1) la decurtazione individuale del compenso orario  per  gli emolumenti da lavoro straordinario, determinato come se non si  fosse raggiunto il grado di maggiore  e/o  conseguiti  i  tredici  anni  di anzianità di servizio senza demerito dalla nomina ad Ufficiale;
2) il limite  complessivo  del fondo  per  gli  straordinari annualmente fissato nei confronti di tutto il personale militare;
3) l’esclusione dalla misura compensativa una tantum  per  il minor trattamento economico corrisposto per il lavoro straordinario;
4) la previsione di un limite  quantitativo  di   lavoro straordinario ancorato ad un parametro che non tiene conto del  grado conseguito e dell’anzianità di servizio maturata.

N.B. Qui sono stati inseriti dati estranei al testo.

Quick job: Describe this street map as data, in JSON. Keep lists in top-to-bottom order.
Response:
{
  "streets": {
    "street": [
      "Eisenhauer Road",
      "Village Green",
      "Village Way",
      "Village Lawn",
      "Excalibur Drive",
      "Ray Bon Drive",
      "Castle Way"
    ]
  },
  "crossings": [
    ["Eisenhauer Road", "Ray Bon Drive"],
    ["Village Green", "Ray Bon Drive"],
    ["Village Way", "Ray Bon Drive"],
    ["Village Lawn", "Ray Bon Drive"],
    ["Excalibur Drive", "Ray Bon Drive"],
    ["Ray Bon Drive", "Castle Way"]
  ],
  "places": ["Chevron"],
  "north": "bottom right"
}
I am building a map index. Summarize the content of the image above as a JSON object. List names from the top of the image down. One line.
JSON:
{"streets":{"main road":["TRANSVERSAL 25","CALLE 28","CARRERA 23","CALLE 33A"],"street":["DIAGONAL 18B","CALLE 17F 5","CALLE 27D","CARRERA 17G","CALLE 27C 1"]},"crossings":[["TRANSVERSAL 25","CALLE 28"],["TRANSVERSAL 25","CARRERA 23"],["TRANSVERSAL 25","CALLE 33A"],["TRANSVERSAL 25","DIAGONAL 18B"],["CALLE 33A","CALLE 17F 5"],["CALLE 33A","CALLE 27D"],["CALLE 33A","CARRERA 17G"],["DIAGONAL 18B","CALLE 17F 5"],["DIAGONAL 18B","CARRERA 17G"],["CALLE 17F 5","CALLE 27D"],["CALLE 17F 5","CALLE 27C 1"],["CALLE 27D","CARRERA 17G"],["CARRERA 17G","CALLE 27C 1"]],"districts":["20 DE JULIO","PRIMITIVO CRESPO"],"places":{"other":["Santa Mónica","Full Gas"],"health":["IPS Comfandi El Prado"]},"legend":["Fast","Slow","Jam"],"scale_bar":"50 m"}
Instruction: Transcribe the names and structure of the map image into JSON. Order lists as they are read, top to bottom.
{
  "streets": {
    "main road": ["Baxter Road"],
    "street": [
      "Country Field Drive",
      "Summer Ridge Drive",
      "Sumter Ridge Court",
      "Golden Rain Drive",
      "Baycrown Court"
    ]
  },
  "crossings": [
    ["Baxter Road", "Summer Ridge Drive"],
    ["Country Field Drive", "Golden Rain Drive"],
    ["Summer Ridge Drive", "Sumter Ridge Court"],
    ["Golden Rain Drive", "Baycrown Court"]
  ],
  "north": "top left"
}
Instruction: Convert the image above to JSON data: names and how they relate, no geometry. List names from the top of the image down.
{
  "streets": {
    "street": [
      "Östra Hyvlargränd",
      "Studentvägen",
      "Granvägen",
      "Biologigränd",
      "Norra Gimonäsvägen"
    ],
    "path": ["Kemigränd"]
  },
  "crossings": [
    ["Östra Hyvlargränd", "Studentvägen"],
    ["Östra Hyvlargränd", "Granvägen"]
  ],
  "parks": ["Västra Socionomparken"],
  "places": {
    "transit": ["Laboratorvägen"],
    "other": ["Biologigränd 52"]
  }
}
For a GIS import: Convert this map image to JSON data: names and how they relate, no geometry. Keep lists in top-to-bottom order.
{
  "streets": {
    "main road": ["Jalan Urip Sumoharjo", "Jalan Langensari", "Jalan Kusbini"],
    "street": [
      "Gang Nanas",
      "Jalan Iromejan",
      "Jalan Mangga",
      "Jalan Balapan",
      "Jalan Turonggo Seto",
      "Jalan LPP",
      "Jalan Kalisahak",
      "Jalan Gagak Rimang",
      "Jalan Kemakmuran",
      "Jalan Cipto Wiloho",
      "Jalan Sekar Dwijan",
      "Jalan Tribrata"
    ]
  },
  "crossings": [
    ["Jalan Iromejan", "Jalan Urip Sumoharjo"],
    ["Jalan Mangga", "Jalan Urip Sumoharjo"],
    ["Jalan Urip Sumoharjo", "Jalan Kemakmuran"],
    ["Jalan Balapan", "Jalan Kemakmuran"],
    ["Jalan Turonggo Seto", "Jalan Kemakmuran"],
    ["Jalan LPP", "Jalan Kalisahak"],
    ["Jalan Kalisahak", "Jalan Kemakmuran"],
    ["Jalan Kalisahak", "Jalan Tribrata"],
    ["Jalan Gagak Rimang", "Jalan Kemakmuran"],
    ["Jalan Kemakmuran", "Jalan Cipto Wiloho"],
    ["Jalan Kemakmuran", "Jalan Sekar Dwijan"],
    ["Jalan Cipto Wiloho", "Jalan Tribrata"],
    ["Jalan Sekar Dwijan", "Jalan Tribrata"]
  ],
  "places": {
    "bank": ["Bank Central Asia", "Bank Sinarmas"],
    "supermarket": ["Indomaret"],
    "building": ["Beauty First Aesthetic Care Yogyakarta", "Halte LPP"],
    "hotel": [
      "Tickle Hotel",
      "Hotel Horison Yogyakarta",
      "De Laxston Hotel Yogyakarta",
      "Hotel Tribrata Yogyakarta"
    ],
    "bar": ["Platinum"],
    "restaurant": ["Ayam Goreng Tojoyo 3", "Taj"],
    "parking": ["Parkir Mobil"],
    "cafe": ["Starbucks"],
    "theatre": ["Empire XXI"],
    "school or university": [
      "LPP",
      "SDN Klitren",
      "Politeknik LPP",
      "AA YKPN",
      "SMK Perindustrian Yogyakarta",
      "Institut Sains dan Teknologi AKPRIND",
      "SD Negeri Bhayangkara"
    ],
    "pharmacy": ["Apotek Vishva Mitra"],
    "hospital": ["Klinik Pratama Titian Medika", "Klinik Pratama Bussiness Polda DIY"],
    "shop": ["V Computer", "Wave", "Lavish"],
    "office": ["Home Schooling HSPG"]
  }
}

In altre parole, per effetto della norma sospetta di incostituzionalità  il  dipendente,  pur  svolgendo un  lavoro di maggiore complessità ed impegno, continua a percepire un corrispettivo equivalente al precedente trattamento economico, che si deve presumere adeguato invece ad una prestazione meno onerosa. Per questi motivi il T.A.R. Lazio ha dichiarato rilevante e non manifestamente infondata la questione di legittimità costituzionale, trasmettendo gli atti alla Consulta per la trattazione, fissata il 26 marzo.